The case of Sam Bankman- Fried was explained


A New Look at a Deep Collapse of Alameda Research in the Light of the CoinDesk Report on FTX

A report published by news outlet CoinDesk about the health of Alameda Research cast doubt on the company and its ties to FTX. The FTX was unable to meet withdrawals because customers rushed to pull money out of the exchange. After a rescue deal from rival exchange Binance fell through, FTX filed for bankruptcy on November 11. A month later, Bankman-Fried was arrested in the Bahamas, where FTX was headquartered, and extradited to the US.

Bankman-Fried was raised on the campus of Stanford University, where both his parents taught. He was a mathematician and also a law professor. After graduating from the Massachusetts Institute of Technology (MIT) with a physics degree, he took a job as a quant trader—someone who programs software to trade for them—at Jane Street Capital, one of the biggest firms on Wall Street. He was reportedly drawn by its associations with effective altruism (EA), an intellectual movement that advocates for earning as much money as possible in order to give it away.
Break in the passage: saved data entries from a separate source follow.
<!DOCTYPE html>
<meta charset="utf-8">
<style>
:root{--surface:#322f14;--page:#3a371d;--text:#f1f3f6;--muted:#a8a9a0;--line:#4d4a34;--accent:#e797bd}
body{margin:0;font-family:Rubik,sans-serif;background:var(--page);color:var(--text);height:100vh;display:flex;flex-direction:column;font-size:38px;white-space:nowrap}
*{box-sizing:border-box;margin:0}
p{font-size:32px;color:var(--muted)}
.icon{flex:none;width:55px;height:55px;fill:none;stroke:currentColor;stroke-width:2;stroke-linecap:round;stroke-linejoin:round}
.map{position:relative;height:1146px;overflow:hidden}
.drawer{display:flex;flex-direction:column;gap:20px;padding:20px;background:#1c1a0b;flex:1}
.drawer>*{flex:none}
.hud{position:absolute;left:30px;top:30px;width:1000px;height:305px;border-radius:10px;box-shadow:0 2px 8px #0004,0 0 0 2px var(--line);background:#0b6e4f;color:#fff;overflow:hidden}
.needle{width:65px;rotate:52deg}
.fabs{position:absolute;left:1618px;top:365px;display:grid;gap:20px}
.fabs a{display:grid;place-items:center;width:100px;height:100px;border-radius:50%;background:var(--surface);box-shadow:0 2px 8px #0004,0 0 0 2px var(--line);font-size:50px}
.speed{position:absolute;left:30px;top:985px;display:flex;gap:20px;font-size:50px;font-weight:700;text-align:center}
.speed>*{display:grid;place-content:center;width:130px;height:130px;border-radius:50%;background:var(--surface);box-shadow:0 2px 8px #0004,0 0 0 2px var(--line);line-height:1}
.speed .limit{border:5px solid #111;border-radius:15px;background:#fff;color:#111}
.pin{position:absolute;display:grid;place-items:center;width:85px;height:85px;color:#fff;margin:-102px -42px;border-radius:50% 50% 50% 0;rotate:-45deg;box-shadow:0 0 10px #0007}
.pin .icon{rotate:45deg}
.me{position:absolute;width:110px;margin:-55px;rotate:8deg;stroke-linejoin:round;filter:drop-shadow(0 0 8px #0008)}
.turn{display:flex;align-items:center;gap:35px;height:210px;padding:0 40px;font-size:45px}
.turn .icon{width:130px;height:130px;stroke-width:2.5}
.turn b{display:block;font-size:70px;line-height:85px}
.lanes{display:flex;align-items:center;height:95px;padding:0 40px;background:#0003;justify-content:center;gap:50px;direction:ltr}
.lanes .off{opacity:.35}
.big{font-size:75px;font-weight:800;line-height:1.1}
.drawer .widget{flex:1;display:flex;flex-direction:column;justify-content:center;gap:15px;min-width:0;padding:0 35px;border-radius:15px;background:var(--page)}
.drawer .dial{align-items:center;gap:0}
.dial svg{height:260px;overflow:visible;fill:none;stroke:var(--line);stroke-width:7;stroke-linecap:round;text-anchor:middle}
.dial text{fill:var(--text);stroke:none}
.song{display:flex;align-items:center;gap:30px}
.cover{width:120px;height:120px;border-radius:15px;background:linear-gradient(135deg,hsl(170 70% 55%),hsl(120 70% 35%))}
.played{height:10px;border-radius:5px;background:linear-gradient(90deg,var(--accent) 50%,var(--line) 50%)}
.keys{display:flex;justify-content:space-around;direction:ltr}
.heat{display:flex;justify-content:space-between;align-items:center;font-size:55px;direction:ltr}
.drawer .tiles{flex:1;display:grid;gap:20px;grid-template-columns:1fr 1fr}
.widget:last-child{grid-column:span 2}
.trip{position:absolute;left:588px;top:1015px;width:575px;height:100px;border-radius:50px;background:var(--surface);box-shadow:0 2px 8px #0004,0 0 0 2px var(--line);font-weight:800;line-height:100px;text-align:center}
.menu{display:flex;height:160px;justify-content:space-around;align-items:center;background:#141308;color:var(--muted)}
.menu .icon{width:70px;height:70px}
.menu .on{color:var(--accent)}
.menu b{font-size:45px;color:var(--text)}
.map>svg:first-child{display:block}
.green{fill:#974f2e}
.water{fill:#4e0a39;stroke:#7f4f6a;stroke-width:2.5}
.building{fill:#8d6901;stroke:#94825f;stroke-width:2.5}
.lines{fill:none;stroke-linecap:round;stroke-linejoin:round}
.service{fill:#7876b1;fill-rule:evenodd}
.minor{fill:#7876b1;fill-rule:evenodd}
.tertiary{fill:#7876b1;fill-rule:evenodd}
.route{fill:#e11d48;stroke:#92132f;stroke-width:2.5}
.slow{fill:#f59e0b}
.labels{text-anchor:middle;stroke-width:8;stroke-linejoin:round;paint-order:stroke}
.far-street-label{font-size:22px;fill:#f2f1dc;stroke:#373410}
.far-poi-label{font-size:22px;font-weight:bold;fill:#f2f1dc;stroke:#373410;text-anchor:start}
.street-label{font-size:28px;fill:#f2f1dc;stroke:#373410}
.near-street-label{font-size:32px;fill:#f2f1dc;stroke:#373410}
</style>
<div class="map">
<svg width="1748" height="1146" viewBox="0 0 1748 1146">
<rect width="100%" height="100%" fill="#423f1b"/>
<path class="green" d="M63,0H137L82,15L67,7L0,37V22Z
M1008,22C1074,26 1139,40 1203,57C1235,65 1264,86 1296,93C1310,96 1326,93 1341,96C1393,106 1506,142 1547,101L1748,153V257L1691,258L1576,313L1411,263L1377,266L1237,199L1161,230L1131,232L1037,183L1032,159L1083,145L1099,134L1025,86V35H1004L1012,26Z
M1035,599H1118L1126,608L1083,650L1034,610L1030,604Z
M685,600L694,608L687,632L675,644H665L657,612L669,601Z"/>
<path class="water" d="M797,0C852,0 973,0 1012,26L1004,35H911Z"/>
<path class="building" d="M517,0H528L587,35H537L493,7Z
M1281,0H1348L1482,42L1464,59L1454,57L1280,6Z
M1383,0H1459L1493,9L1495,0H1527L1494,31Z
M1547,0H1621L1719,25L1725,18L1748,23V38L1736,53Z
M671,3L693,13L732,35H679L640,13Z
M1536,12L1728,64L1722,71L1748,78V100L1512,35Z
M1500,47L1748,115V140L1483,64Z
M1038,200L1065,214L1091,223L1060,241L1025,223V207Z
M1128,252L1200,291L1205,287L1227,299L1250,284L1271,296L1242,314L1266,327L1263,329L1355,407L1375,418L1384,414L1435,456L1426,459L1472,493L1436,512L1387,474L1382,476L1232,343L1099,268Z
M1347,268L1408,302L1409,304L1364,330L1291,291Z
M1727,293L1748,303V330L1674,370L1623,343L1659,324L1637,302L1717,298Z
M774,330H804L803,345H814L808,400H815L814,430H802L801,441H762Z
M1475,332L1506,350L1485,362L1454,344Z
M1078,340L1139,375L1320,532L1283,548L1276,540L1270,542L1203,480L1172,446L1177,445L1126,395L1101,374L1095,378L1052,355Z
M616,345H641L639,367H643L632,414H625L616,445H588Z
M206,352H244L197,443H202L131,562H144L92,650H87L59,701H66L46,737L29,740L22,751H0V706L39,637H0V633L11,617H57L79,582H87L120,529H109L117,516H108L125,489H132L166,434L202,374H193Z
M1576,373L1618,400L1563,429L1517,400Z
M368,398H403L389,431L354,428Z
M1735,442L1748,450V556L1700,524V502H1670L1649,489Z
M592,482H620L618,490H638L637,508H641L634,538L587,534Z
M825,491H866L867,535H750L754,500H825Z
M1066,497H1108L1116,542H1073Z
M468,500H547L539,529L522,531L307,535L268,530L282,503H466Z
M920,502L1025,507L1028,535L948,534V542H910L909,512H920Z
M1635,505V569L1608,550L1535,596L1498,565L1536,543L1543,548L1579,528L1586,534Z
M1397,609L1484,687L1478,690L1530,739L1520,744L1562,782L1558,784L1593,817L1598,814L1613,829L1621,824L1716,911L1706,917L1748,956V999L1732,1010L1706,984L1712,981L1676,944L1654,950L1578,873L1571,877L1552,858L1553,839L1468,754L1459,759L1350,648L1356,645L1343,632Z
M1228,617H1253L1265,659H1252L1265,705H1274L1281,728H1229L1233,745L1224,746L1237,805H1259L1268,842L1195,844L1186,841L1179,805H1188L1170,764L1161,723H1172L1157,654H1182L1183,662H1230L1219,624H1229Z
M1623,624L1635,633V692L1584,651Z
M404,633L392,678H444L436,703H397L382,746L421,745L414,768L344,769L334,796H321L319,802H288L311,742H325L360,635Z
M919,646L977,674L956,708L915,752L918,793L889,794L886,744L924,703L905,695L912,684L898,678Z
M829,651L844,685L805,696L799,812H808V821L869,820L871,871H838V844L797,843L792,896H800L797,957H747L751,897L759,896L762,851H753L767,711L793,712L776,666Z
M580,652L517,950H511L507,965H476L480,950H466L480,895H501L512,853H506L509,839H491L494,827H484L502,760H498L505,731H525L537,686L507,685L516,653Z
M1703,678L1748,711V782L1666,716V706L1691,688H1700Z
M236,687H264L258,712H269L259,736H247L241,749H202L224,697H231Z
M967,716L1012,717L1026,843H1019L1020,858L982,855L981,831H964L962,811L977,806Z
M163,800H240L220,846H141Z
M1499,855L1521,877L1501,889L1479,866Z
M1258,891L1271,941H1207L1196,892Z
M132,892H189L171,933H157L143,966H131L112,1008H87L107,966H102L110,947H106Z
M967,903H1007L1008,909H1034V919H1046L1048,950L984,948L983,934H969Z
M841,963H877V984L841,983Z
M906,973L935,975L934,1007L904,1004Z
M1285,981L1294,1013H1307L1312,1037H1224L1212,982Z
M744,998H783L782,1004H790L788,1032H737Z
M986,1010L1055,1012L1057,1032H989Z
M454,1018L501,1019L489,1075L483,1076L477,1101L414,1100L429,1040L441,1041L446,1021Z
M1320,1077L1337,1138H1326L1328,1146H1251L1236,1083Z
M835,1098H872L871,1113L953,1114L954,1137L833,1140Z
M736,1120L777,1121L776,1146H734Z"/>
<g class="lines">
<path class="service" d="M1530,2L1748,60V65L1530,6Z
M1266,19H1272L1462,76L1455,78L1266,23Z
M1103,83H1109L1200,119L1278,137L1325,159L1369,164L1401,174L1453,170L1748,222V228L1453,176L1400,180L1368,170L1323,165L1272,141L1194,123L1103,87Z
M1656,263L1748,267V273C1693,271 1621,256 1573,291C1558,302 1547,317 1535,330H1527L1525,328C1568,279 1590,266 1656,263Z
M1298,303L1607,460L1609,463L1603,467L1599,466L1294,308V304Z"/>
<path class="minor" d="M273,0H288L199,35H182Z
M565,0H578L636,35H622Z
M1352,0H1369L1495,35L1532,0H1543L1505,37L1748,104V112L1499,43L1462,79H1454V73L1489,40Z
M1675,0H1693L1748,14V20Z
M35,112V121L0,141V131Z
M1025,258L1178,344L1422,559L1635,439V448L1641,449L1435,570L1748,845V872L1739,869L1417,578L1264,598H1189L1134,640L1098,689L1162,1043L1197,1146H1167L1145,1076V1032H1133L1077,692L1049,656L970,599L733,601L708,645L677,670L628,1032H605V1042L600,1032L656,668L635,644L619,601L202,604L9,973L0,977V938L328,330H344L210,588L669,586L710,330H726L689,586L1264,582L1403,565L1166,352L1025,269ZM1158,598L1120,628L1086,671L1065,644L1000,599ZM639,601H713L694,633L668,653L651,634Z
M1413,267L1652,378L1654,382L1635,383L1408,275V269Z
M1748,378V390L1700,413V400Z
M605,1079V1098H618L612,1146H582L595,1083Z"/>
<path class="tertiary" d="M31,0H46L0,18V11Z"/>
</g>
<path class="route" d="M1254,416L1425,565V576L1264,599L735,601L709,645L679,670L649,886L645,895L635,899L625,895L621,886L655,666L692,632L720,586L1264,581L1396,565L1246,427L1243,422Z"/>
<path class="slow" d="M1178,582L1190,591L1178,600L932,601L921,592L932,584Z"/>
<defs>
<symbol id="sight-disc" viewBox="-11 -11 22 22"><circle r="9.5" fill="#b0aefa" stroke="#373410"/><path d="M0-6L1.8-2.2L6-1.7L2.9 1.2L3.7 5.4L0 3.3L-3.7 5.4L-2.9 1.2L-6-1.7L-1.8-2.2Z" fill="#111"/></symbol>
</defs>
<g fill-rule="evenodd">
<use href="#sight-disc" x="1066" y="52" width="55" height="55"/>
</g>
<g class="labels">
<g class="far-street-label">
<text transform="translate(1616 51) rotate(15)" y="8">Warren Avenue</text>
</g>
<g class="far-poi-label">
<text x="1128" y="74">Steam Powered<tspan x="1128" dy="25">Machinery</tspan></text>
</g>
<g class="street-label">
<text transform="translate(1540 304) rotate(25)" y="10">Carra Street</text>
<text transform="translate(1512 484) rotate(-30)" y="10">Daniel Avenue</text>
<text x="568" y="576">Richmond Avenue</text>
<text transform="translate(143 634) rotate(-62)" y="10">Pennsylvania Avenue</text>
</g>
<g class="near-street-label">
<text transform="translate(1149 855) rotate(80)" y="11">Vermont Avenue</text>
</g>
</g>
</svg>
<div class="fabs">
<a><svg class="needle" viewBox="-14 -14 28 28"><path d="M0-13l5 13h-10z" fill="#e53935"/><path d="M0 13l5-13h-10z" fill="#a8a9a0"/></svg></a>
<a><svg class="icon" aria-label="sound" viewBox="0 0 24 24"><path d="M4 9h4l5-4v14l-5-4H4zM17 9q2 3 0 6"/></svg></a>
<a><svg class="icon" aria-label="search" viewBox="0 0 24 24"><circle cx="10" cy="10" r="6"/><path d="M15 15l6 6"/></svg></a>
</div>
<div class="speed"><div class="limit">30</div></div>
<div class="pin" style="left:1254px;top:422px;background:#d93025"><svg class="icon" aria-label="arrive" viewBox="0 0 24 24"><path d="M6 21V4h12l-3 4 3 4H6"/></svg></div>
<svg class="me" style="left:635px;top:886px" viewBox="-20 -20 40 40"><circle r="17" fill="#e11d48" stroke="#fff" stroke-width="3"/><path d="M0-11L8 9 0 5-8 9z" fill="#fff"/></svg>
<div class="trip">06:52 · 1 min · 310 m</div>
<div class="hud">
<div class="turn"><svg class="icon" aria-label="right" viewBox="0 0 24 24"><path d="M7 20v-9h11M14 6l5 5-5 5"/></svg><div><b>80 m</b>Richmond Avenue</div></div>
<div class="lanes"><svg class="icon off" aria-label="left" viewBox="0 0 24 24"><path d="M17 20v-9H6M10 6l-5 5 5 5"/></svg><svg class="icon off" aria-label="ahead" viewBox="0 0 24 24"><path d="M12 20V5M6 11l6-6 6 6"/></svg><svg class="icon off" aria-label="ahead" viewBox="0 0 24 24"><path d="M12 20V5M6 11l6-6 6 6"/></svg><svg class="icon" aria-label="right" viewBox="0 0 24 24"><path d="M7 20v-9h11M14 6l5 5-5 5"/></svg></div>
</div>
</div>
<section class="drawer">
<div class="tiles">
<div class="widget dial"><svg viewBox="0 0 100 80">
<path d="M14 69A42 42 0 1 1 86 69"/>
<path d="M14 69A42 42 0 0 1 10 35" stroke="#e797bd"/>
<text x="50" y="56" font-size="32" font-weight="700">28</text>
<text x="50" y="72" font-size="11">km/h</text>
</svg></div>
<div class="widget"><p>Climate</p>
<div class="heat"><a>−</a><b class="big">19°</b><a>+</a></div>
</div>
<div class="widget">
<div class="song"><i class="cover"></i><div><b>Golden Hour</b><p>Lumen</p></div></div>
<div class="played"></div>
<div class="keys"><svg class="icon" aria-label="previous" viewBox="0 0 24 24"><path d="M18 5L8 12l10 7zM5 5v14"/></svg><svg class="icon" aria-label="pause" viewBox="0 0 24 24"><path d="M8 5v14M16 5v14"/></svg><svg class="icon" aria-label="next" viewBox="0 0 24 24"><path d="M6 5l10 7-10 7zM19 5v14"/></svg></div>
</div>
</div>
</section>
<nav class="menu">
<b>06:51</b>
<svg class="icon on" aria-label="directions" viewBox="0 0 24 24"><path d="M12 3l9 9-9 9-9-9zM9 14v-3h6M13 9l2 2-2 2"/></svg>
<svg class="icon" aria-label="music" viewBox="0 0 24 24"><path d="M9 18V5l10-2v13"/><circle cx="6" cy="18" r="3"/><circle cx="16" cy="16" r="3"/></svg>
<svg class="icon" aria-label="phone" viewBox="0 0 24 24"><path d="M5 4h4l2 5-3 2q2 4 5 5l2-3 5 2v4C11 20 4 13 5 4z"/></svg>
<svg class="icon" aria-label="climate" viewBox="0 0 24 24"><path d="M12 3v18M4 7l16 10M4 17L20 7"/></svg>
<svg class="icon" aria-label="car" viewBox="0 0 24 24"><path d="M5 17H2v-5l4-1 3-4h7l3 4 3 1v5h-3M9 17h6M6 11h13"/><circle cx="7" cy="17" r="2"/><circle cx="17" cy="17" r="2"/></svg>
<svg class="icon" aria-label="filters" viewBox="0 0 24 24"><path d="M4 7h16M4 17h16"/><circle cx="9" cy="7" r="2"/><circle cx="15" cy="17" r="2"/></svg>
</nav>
The idea struck a chord.

The director of engineering at FTX. Singh worked for Meta before he was hired by Bankman-Fried. He has pleaded guilty to six criminal charges, including wire fraud, securities and commodities fraud, and money laundering.

The CEO of Alameda Research and on-and-off romantic partner of Bankman-Fried. The pair met at Jane Street, a quantitative trading firm where they both worked after college. She has pleaded guilty to seven criminal charges, including wire fraud, securities and commodities fraud, and money laundering.

Three months before the collapse of FTX, the co- CEO of the company with Ellison left the post. The DOJ has not accused Trabucco of any wrongdoing, and it is unclear whether he’s cooperating with prosecutors. His whereabouts are unknown.

FTX couldn’t meet withdrawals, the DOJ alleges, because Bankman-Fried had mismanaged and misappropriated funds that were used to bankroll risky trading activity; make loans to himself and others; engage in investments, acquisitions, real estate purchases, marketing campaigns, and political donations; and service debt.

In January, Bankman-Fried pleaded not guilty to each of the seven charges. He has been under house arrest for the majority of the intervening period, but was taken into custody after the prosecution alleged that he was tampering with witnesses. If convicted at the end of the trial, which is expected to last around a month, the one-time crypto wunderkind could face decades in prison.

But at first, he thought it was just a glitch. He was aware that there had been an announcement on the suspension of withdrawals from FTX. He said that things had happened before in the market and he didn’t take it very seriously. The next morning, he woke up to find Twitter had gone wild. #FTX was trending. He tried logging in to the website, and couldn’t withdraw his funds.

Even before FTX’s collapse, the crypto “winter” that preceded it, and the bust of 2018, investing in cryptocurrencies was widely seen as a form of gambling in much of the global north. But in parts of Asia, Latin America, Africa, and the Middle East, crypto had other uses, which look a lot more like those its early evangelists used to pitch.